私は誰もいじめてませんよ。だからいろいろ苦労するんです(笑)。

「芝居」と「演劇」に関しては、この言葉(用語)が、私が考えていることを表すのに適切であるか、今一自信がありません。
ただ欧米の概念では、芝居なり演劇なりは、人間が演じるtheatre pieceという一種類の概念しかなくて、どうしても、実写映画はそれの代用品、アニメは実写のさらなる代用品ということになっちゃうんじゃないですか。これだとアニメはいつまでたっても救われない。
で、最近は実写のなかにもCGとかある意味でアニメ的ないろいろなテクニックが入りこんで、実写のリアリティを拡大するような方向にあるわけですが、アニメがそれに危機感を感じてテクニック的なところに走っていっても、結局「代用品」という考え方をくつがえせなくて、「アニメにしてはよくやったね」といわれるのが落ちだと思うんです。
で、私の言う日本的な「芝居」という考え方のなかでは、歌舞伎と人形浄瑠璃には本物と代用品という考え方は成立してなくて、「芝居」ということではどちらも対等です。「演劇」のうえに、「芝居」というより根源的なものがのっかってる。二つのジャンルの併存は、こうした構造を明らかにしてくれるんですね。
より具体的に、たとえば演出ということに関していえば、この「芝居ー演劇」という二重構造を認めたうえで、人間によりふさわしい演出、人形によりふさわしい演出が考えられている。そしてまた、人形の演出がおもしろければ人間の演出にもそれが取り入れられ、それがまた人形の演出を刺激していく。
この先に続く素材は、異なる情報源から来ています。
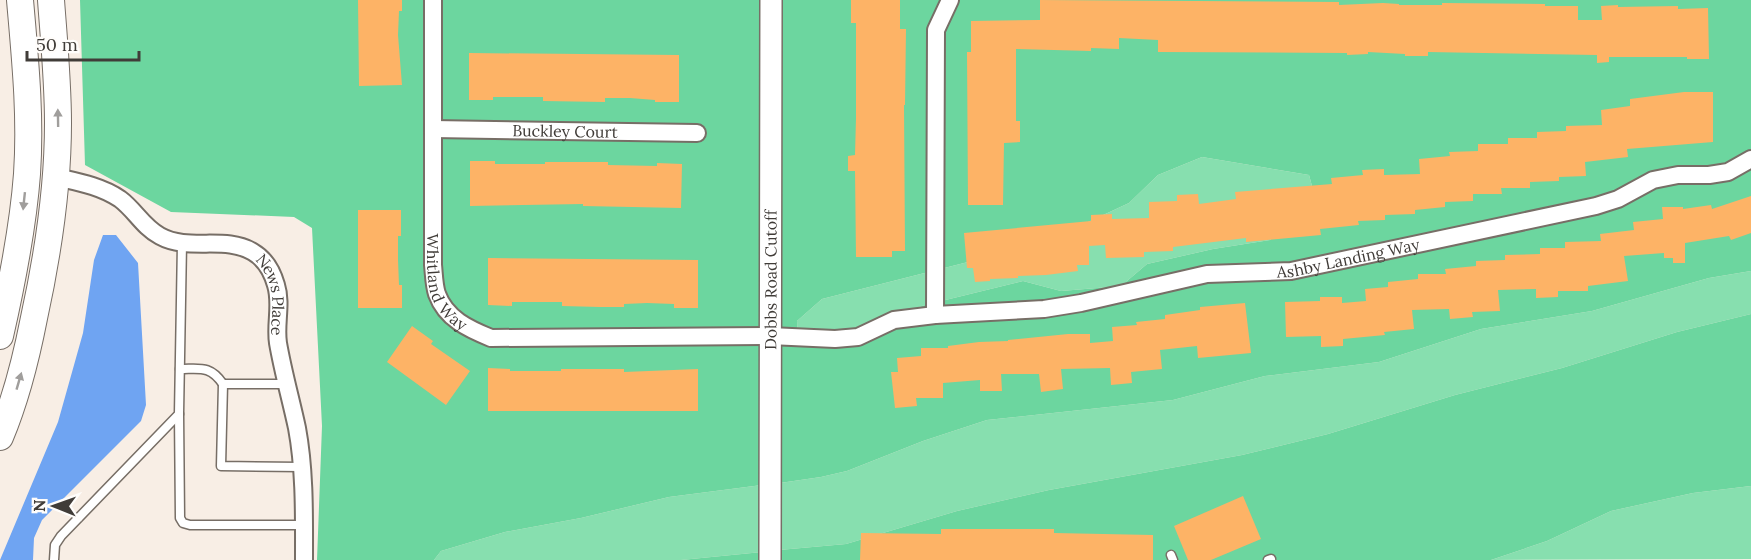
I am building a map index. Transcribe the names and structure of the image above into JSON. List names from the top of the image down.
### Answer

歌舞伎と欧米の演劇を比較したときに、歌舞伎では身体性が強調されているというのは、このためで、こうした併存的なあり方の方が、よりクリエイティブだと思うんです。
で、芝居ということにおいて、歌舞伎は歌舞伎、人形浄瑠璃は人形浄瑠璃なんだけど、そのなかで人形浄瑠璃の特徴とか可能性をギリギリ追求していくと、歌舞伎では、しょせん「演じる」という偽の行為が観客の眼の前で展開しているだけなのに対し、はじめからいわば「虚」である人形浄瑠璃には、歌舞伎的な意味での「演じる」とか「偽の行為」というものが存在しようがない。だから人形浄瑠璃は、作者の意図というものにより近いところで、あるいは作者の意図そのものの直接の開示(回線をとおさないダイレクトな接続)として、上演できるのだと思います。はじめから「これは虚ですよ」と宣言している人形浄瑠璃が、ときとして「これはリアルですよ」と言っている歌舞伎よりも強い感動を呼ぶというのは、そういうことじゃないですか。
この辺のところをアニメでも展開できれば、アニメはもっとスリリングになると思うんですけど。